WHAT TO DO
Each line in the records that mentions the word "cover" needs to be listed.

--- GIVEN ENTRIES Enclosed Below ---

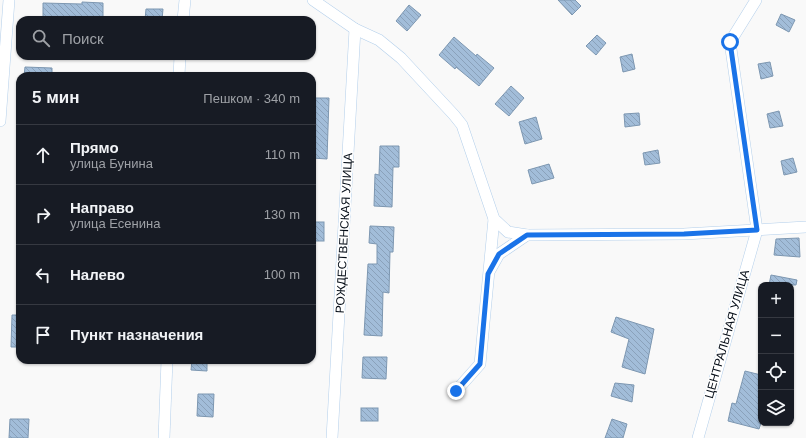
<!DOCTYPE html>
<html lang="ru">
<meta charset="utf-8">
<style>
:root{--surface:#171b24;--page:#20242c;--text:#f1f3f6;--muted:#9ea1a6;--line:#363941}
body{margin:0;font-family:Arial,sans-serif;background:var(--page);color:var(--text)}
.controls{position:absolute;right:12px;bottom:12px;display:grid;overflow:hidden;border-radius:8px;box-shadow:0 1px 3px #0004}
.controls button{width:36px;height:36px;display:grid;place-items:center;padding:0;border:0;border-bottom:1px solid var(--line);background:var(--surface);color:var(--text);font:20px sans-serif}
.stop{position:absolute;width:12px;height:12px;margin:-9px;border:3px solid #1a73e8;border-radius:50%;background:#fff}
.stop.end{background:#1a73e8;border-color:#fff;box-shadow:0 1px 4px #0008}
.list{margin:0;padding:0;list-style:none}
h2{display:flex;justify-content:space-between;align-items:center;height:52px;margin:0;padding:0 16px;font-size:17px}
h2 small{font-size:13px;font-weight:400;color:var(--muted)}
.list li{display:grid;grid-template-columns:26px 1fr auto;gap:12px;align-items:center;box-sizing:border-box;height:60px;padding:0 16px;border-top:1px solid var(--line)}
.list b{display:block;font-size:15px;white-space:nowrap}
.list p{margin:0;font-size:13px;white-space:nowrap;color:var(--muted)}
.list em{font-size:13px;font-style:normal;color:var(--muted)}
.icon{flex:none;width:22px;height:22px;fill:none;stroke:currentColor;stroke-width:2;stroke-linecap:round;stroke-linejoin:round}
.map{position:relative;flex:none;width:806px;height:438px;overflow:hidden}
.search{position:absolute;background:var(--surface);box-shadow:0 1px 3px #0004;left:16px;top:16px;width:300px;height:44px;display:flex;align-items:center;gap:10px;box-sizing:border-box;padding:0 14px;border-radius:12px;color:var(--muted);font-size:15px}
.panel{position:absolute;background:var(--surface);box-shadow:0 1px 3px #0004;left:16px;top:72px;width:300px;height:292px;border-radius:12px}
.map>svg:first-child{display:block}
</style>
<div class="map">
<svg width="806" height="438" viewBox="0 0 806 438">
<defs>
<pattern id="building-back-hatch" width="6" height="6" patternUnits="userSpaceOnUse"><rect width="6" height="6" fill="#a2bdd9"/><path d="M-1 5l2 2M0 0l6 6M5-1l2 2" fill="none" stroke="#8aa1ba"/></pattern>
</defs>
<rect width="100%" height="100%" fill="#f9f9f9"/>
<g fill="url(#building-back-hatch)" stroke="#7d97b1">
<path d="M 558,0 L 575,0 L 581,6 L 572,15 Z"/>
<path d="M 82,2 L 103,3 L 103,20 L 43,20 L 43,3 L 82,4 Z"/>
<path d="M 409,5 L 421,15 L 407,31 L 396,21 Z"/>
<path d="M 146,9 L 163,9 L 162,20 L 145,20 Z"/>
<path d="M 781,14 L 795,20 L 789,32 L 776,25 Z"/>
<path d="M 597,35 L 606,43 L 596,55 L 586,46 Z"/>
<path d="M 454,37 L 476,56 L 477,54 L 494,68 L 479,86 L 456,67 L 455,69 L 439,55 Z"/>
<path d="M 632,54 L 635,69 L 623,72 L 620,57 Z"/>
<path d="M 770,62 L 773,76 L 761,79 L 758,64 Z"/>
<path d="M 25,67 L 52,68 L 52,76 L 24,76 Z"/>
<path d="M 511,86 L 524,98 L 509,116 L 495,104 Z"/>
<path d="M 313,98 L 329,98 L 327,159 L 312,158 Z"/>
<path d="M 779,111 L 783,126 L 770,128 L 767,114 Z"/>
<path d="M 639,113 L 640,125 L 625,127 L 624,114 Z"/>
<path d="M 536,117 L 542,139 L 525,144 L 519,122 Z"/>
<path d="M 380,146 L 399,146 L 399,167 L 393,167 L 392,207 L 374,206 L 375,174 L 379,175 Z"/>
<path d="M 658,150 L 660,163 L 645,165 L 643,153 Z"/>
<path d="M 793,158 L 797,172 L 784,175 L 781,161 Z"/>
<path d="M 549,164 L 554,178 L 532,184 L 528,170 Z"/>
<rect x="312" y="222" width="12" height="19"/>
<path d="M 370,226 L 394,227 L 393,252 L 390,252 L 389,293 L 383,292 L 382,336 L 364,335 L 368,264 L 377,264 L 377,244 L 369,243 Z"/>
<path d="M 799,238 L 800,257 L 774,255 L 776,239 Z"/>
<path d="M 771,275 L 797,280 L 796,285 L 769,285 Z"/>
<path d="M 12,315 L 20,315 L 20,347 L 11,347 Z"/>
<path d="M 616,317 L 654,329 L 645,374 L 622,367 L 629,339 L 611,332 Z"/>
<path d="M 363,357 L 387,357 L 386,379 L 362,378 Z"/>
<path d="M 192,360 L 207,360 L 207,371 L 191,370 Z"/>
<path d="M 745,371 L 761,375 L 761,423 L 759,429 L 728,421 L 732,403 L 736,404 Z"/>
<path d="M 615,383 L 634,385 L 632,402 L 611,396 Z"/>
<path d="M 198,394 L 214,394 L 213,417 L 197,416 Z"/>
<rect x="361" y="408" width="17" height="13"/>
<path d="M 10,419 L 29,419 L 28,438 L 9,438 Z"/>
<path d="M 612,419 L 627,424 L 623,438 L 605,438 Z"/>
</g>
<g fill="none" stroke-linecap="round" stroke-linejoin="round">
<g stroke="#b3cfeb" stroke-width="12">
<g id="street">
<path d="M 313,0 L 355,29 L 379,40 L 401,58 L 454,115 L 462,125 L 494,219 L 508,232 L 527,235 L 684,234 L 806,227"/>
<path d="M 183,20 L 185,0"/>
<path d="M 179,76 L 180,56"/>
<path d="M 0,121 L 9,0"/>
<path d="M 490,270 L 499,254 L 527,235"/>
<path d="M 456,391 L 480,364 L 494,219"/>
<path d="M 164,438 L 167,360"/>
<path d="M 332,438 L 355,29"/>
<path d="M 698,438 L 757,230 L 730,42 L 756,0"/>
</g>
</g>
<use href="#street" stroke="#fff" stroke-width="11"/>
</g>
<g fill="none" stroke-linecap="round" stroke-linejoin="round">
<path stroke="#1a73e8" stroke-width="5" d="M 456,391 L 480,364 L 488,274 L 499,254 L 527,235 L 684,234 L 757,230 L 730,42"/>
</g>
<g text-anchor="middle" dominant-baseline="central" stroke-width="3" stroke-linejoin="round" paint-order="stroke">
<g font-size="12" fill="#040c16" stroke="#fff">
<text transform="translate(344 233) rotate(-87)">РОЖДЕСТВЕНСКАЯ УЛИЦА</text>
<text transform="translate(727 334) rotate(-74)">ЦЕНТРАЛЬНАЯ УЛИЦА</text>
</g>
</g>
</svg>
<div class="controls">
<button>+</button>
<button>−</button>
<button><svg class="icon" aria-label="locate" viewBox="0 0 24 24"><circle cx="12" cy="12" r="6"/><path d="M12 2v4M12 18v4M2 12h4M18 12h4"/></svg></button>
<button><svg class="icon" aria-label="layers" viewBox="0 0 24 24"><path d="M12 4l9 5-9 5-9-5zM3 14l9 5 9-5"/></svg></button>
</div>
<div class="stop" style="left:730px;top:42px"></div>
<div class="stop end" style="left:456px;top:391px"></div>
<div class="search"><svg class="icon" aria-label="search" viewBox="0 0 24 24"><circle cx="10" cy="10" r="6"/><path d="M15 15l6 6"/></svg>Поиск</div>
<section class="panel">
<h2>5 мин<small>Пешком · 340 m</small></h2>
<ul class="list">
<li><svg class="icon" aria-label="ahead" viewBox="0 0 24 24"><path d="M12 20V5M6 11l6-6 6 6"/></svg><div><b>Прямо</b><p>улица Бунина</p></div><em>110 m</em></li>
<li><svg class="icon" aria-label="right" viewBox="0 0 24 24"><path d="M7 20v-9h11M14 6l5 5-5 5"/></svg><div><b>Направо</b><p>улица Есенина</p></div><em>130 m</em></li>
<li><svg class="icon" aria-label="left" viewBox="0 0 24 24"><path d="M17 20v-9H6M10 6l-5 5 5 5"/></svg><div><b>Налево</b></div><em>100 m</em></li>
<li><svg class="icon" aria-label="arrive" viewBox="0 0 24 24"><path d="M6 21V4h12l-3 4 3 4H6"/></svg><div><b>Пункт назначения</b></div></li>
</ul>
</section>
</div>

--- End of Enclosed GIVEN ENTRIES ---
--- GIVEN ENTRIES Enclosed Below ---

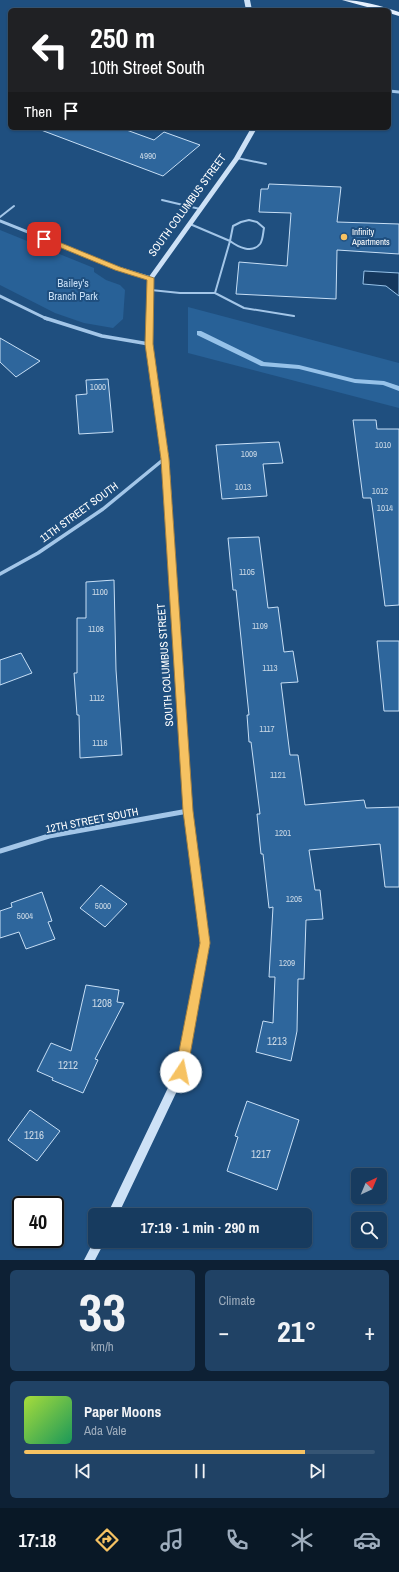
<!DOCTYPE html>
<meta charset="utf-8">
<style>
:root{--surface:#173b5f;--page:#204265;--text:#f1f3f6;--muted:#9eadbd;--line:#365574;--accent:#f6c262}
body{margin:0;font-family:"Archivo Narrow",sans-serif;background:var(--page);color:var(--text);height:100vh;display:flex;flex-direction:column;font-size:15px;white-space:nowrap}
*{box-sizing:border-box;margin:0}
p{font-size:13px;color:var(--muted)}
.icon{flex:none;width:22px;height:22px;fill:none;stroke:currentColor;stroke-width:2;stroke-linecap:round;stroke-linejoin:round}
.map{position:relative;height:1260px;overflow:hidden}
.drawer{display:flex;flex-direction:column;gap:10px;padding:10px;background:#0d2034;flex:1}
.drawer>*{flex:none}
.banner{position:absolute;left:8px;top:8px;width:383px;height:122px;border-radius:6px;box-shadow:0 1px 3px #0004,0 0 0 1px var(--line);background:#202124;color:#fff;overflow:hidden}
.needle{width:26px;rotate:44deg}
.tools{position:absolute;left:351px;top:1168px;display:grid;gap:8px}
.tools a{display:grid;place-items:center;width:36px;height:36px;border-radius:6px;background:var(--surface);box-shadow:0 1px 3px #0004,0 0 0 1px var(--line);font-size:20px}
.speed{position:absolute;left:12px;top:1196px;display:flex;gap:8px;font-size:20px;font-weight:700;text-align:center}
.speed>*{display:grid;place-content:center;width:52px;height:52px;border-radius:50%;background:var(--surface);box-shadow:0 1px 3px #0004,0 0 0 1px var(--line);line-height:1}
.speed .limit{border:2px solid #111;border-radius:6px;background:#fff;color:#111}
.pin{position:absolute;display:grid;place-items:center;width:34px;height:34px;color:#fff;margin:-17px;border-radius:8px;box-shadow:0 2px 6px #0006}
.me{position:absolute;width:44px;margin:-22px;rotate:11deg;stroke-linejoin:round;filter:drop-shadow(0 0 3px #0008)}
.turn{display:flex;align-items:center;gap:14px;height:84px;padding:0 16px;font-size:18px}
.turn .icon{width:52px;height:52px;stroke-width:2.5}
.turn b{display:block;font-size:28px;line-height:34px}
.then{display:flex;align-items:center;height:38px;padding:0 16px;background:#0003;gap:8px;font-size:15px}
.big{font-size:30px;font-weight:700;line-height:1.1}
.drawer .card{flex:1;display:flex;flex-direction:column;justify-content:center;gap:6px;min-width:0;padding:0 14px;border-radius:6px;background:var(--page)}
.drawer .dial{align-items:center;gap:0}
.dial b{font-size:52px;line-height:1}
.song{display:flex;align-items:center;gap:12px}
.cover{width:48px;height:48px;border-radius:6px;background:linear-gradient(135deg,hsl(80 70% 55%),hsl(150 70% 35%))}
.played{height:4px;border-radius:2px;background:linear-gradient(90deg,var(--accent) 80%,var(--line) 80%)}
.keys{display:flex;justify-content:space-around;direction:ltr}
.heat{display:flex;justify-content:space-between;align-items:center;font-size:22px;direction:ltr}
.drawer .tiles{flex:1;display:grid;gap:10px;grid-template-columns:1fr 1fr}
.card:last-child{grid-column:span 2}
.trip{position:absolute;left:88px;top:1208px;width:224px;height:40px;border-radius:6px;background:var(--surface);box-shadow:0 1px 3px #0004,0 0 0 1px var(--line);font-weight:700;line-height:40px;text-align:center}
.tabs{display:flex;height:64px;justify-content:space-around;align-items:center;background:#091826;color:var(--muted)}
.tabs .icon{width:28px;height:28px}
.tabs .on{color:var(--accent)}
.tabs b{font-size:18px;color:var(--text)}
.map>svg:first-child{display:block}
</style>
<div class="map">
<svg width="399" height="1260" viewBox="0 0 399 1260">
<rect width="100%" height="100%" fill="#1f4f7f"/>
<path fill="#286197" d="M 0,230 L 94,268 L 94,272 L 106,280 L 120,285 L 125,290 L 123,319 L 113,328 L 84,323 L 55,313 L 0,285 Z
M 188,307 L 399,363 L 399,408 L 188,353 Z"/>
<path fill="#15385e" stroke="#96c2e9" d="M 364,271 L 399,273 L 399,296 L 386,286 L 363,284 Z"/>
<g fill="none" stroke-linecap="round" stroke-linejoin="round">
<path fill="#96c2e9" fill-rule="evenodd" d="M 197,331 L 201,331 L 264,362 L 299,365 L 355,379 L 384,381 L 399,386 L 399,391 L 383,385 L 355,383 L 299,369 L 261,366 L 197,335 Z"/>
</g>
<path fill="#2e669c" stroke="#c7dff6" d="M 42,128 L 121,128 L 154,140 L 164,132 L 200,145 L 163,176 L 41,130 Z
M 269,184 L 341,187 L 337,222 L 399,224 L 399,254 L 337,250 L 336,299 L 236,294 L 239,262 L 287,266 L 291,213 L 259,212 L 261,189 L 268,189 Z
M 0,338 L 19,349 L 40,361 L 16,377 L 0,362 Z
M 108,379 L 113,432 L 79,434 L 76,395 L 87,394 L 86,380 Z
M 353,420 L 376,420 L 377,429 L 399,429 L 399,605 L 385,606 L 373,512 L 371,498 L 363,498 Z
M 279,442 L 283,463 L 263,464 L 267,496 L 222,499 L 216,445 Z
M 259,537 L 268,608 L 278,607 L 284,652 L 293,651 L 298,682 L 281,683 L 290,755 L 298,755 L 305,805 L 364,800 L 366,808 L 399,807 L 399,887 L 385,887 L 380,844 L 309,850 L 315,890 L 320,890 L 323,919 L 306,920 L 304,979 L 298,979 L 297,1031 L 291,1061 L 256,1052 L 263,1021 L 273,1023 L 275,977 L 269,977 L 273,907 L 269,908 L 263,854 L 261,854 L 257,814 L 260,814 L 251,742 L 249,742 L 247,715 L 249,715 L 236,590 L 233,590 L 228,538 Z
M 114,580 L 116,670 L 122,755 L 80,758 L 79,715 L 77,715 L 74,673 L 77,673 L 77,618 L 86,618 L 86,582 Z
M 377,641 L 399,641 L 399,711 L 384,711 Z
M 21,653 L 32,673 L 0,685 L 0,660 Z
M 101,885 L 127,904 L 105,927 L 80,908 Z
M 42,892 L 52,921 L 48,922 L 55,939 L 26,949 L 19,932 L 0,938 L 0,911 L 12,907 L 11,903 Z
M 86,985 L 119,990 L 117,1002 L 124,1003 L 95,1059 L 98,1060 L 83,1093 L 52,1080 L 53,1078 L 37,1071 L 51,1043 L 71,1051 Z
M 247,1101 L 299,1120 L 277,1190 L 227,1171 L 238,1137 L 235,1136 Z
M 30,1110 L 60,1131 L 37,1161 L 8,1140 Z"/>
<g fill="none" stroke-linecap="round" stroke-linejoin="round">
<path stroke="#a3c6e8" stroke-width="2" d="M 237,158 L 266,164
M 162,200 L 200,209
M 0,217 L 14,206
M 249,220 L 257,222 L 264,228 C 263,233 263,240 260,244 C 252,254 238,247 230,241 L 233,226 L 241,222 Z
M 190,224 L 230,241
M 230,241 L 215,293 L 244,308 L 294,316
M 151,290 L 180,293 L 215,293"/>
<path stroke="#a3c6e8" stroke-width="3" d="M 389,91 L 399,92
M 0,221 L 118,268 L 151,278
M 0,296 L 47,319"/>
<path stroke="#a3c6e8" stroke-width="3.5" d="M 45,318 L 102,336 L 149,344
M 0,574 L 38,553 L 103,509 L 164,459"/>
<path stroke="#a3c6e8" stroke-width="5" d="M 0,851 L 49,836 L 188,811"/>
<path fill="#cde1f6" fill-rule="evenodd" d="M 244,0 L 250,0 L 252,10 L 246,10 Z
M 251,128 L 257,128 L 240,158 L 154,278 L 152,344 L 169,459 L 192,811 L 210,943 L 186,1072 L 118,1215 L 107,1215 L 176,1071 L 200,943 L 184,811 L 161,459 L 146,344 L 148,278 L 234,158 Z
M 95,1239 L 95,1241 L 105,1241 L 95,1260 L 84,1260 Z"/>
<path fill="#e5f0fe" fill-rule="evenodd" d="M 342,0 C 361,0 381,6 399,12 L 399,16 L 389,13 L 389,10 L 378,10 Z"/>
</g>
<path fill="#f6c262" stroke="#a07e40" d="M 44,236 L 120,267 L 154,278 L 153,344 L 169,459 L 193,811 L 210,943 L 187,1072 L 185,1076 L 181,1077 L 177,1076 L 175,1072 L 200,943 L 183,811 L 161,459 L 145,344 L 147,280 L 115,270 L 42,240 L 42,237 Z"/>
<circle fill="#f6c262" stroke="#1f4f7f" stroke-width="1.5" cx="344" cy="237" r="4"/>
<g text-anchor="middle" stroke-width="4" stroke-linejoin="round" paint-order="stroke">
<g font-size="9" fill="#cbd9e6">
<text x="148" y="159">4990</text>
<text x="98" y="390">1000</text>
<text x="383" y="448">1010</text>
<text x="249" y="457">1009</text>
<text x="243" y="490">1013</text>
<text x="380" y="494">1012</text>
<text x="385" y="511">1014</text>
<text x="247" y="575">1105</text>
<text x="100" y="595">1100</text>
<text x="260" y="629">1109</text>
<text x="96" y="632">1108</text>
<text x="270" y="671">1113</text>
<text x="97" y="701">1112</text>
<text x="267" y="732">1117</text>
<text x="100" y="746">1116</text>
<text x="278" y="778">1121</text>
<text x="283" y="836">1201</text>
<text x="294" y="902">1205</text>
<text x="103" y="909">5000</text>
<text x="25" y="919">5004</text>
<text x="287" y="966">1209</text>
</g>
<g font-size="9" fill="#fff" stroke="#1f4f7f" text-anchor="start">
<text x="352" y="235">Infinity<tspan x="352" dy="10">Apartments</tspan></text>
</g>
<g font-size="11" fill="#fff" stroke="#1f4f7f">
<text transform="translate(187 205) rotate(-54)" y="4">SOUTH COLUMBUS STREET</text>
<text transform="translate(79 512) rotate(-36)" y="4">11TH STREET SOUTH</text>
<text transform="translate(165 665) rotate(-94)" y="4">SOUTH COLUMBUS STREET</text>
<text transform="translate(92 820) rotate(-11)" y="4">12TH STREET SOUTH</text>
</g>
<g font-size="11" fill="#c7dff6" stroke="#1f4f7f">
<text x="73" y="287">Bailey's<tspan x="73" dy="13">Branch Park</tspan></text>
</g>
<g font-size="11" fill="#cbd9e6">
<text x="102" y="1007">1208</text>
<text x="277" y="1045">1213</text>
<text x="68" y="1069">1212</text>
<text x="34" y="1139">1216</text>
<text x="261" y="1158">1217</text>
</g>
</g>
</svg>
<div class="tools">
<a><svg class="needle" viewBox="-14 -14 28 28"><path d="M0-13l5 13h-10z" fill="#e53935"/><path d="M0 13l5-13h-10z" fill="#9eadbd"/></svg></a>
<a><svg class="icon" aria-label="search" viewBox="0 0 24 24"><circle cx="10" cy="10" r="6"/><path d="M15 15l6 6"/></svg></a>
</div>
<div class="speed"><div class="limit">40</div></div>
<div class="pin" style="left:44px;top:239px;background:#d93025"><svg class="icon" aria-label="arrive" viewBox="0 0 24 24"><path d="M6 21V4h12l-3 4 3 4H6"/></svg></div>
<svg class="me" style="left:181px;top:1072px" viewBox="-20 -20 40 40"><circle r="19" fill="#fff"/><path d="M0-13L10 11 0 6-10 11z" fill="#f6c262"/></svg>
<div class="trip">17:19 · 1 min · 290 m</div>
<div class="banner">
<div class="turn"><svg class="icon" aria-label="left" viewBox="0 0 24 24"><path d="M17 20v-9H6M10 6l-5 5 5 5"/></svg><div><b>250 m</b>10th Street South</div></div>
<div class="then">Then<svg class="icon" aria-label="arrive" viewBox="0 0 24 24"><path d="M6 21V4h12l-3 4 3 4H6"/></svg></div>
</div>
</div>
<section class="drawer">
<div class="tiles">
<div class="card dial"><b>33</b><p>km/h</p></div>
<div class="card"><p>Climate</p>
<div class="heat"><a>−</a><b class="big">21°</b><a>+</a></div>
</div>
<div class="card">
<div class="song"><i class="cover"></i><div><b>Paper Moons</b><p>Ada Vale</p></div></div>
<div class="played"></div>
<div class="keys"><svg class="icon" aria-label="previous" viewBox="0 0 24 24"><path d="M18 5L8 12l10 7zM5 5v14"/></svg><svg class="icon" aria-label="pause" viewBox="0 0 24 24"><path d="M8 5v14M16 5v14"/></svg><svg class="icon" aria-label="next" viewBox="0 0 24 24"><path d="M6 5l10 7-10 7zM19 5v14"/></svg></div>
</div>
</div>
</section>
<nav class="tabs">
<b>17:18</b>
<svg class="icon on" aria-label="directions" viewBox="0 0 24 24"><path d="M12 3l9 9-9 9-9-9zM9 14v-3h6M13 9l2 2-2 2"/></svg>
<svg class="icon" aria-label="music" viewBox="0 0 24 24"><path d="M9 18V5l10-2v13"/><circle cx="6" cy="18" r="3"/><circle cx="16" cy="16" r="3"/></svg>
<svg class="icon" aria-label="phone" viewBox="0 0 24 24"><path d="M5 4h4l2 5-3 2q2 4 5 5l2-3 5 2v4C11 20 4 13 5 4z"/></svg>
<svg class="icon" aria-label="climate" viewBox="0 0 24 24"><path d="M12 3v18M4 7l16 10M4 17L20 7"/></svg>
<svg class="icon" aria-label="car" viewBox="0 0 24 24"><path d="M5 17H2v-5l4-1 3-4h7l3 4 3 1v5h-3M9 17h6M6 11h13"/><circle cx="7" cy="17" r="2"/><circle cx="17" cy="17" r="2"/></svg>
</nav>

--- End of Enclosed GIVEN ENTRIES ---

YOUR SOLUTION
.cover{width:48px;height:48px;border-radius:6px;background:linear-gradient(135deg,hsl(80 70% 55%),hsl(150 70% 35%))}
<div class="song"><i class="cover"></i><div><b>Paper Moons</b><p>Ada Vale</p></div></div>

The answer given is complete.